(Beginning of Dataset excerpts)
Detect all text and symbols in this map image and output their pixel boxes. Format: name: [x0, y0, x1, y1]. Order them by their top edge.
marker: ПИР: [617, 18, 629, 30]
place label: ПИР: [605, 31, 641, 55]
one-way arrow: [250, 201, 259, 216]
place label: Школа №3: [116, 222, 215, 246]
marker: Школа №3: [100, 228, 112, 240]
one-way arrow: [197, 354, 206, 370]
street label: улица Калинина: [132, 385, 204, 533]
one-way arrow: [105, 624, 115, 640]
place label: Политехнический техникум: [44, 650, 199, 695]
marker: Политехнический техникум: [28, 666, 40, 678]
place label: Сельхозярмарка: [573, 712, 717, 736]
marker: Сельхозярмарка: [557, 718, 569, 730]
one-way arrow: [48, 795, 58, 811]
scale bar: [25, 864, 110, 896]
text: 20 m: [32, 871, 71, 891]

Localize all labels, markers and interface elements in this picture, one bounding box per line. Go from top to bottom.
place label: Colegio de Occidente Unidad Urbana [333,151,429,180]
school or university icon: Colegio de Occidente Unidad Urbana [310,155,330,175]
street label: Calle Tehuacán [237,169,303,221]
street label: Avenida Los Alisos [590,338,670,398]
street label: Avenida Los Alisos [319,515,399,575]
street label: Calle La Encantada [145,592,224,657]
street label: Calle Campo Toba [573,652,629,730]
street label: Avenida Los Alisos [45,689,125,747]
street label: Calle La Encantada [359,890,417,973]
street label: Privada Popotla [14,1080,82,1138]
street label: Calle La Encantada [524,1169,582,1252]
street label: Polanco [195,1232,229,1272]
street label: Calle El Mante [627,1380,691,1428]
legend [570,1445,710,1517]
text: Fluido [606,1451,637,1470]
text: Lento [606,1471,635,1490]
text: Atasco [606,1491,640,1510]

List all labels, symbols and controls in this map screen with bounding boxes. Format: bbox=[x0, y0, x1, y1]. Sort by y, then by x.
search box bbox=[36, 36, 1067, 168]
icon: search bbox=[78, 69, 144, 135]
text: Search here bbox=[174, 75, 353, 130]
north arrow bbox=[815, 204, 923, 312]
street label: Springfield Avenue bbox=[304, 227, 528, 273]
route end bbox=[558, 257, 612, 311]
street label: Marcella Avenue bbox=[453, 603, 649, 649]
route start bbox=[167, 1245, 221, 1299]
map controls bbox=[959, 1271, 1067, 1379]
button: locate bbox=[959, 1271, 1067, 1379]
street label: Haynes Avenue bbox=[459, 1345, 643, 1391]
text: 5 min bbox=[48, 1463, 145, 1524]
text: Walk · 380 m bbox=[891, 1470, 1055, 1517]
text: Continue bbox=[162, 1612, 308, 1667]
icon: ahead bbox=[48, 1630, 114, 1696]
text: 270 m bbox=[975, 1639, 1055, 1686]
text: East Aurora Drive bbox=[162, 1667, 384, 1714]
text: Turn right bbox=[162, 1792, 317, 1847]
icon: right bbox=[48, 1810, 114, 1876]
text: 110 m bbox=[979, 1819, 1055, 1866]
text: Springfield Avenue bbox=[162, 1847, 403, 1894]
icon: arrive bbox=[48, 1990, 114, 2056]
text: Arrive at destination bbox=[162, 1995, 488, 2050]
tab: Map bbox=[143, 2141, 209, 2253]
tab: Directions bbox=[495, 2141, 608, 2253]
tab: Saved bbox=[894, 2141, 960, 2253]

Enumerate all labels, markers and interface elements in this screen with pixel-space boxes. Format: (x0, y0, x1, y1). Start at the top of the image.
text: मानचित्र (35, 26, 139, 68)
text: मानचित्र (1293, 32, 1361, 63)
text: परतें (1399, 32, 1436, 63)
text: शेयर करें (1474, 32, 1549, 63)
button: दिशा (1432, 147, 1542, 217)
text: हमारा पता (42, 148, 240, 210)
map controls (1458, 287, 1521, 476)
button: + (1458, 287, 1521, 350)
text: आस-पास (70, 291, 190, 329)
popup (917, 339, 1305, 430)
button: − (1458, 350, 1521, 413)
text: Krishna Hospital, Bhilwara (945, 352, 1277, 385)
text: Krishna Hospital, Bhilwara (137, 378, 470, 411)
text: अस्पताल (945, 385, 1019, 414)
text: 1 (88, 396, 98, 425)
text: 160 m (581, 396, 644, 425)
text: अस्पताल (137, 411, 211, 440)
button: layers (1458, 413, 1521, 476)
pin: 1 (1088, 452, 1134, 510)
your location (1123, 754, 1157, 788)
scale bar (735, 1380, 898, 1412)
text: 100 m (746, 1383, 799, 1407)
(End of Dataset excerpts)
Write a verbatim copy of the listing above.

Detect all text and symbols in this map image and output their pixel boxes. Format: name: [x0, y0, x1, y1]. Order them by their top edge.
marker: ПИР: [617, 18, 629, 30]
place label: ПИР: [605, 31, 641, 55]
one-way arrow: [250, 201, 259, 216]
place label: Школа №3: [116, 222, 215, 246]
marker: Школа №3: [100, 228, 112, 240]
one-way arrow: [197, 354, 206, 370]
street label: улица Калинина: [132, 385, 204, 533]
one-way arrow: [105, 624, 115, 640]
place label: Политехнический техникум: [44, 650, 199, 695]
marker: Политехнический техникум: [28, 666, 40, 678]
place label: Сельхозярмарка: [573, 712, 717, 736]
marker: Сельхозярмарка: [557, 718, 569, 730]
one-way arrow: [48, 795, 58, 811]
scale bar: [25, 864, 110, 896]
text: 20 m: [32, 871, 71, 891]

Localize all labels, markers and interface elements in this picture, one bounding box per line. Go from top to bottom.
place label: Colegio de Occidente Unidad Urbana [333,151,429,180]
school or university icon: Colegio de Occidente Unidad Urbana [310,155,330,175]
street label: Calle Tehuacán [237,169,303,221]
street label: Avenida Los Alisos [590,338,670,398]
street label: Avenida Los Alisos [319,515,399,575]
street label: Calle La Encantada [145,592,224,657]
street label: Calle Campo Toba [573,652,629,730]
street label: Avenida Los Alisos [45,689,125,747]
street label: Calle La Encantada [359,890,417,973]
street label: Privada Popotla [14,1080,82,1138]
street label: Calle La Encantada [524,1169,582,1252]
street label: Polanco [195,1232,229,1272]
street label: Calle El Mante [627,1380,691,1428]
legend [570,1445,710,1517]
text: Fluido [606,1451,637,1470]
text: Lento [606,1471,635,1490]
text: Atasco [606,1491,640,1510]

List all labels, symbols and controls in this map screen with bounding boxes. Format: bbox=[x0, y0, x1, y1]. Sort by y, then by x.
search box bbox=[36, 36, 1067, 168]
icon: search bbox=[78, 69, 144, 135]
text: Search here bbox=[174, 75, 353, 130]
north arrow bbox=[815, 204, 923, 312]
street label: Springfield Avenue bbox=[304, 227, 528, 273]
route end bbox=[558, 257, 612, 311]
street label: Marcella Avenue bbox=[453, 603, 649, 649]
route start bbox=[167, 1245, 221, 1299]
map controls bbox=[959, 1271, 1067, 1379]
button: locate bbox=[959, 1271, 1067, 1379]
street label: Haynes Avenue bbox=[459, 1345, 643, 1391]
text: 5 min bbox=[48, 1463, 145, 1524]
text: Walk · 380 m bbox=[891, 1470, 1055, 1517]
text: Continue bbox=[162, 1612, 308, 1667]
icon: ahead bbox=[48, 1630, 114, 1696]
text: 270 m bbox=[975, 1639, 1055, 1686]
text: East Aurora Drive bbox=[162, 1667, 384, 1714]
text: Turn right bbox=[162, 1792, 317, 1847]
icon: right bbox=[48, 1810, 114, 1876]
text: 110 m bbox=[979, 1819, 1055, 1866]
text: Springfield Avenue bbox=[162, 1847, 403, 1894]
icon: arrive bbox=[48, 1990, 114, 2056]
text: Arrive at destination bbox=[162, 1995, 488, 2050]
tab: Map bbox=[143, 2141, 209, 2253]
tab: Directions bbox=[495, 2141, 608, 2253]
tab: Saved bbox=[894, 2141, 960, 2253]

Enumerate all labels, markers and interface elements in this screen with pixel-space boxes. Format: (x0, y0, x1, y1). Start at the top of the image.
text: मानचित्र (35, 26, 139, 68)
text: मानचित्र (1293, 32, 1361, 63)
text: परतें (1399, 32, 1436, 63)
text: शेयर करें (1474, 32, 1549, 63)
button: दिशा (1432, 147, 1542, 217)
text: हमारा पता (42, 148, 240, 210)
map controls (1458, 287, 1521, 476)
button: + (1458, 287, 1521, 350)
text: आस-पास (70, 291, 190, 329)
popup (917, 339, 1305, 430)
button: − (1458, 350, 1521, 413)
text: Krishna Hospital, Bhilwara (945, 352, 1277, 385)
text: Krishna Hospital, Bhilwara (137, 378, 470, 411)
text: अस्पताल (945, 385, 1019, 414)
text: 1 (88, 396, 98, 425)
text: 160 m (581, 396, 644, 425)
text: अस्पताल (137, 411, 211, 440)
button: layers (1458, 413, 1521, 476)
pin: 1 (1088, 452, 1134, 510)
your location (1123, 754, 1157, 788)
scale bar (735, 1380, 898, 1412)
text: 100 m (746, 1383, 799, 1407)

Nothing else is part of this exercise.